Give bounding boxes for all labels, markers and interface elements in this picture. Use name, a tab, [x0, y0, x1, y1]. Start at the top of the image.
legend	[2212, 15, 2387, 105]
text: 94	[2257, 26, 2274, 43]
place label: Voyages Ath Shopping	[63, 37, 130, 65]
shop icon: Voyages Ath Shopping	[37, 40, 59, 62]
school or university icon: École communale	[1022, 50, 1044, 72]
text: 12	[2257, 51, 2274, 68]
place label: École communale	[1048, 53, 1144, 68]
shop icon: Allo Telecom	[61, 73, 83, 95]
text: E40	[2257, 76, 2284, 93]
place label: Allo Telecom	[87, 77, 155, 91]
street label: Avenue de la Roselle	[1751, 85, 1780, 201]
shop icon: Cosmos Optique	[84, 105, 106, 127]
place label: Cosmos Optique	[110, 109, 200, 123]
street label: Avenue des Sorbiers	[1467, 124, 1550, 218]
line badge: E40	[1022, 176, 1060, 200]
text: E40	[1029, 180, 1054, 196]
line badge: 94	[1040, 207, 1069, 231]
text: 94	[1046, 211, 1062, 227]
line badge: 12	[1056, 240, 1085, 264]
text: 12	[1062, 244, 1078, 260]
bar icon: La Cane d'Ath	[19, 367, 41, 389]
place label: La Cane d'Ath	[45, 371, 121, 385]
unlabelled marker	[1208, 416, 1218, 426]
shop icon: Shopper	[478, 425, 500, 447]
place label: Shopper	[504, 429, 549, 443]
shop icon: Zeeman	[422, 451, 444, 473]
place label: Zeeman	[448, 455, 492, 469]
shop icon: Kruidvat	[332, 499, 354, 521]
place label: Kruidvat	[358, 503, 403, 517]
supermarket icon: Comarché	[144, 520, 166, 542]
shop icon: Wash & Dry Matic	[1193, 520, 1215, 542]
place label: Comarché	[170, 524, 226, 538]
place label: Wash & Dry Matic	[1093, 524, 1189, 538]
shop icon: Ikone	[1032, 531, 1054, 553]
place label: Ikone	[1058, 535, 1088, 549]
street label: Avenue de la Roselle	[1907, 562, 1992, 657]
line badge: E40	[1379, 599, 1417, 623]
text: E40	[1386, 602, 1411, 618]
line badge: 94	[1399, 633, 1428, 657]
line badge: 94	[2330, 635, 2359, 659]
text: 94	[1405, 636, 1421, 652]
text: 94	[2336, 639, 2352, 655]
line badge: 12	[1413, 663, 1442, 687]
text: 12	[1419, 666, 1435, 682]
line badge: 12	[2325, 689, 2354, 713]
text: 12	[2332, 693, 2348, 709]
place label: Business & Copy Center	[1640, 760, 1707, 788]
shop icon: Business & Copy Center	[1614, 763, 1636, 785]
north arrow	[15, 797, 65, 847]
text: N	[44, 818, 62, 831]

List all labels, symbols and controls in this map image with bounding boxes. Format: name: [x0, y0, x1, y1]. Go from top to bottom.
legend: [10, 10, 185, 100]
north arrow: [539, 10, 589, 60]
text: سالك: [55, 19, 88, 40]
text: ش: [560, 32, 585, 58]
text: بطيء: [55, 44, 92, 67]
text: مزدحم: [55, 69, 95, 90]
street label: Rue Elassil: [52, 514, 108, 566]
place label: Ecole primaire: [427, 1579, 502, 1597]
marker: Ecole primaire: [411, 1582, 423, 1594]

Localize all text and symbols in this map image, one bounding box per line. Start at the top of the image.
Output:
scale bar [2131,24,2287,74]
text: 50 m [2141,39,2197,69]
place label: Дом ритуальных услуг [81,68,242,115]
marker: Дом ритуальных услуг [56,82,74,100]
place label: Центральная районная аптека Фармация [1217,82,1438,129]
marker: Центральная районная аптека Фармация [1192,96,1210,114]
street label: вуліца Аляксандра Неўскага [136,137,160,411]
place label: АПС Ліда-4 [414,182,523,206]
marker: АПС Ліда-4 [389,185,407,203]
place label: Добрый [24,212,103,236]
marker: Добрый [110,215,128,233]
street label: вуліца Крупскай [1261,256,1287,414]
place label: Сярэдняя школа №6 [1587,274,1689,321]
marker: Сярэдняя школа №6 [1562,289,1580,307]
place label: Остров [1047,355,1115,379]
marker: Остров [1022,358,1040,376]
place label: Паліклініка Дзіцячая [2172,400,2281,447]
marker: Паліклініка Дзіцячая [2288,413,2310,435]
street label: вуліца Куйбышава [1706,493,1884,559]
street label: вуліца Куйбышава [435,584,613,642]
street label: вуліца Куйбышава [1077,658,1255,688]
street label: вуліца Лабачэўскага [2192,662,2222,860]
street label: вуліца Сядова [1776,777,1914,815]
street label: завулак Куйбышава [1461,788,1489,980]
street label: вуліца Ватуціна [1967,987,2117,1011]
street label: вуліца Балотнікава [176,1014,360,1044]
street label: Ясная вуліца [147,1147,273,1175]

• _INSTRUCTIONS TO FOLLOW_: Only lines containing the word "Copy" matter here: count them in the entries and give the number, nothing else.

• _SOLUTION TO THE EXERCISE_: 2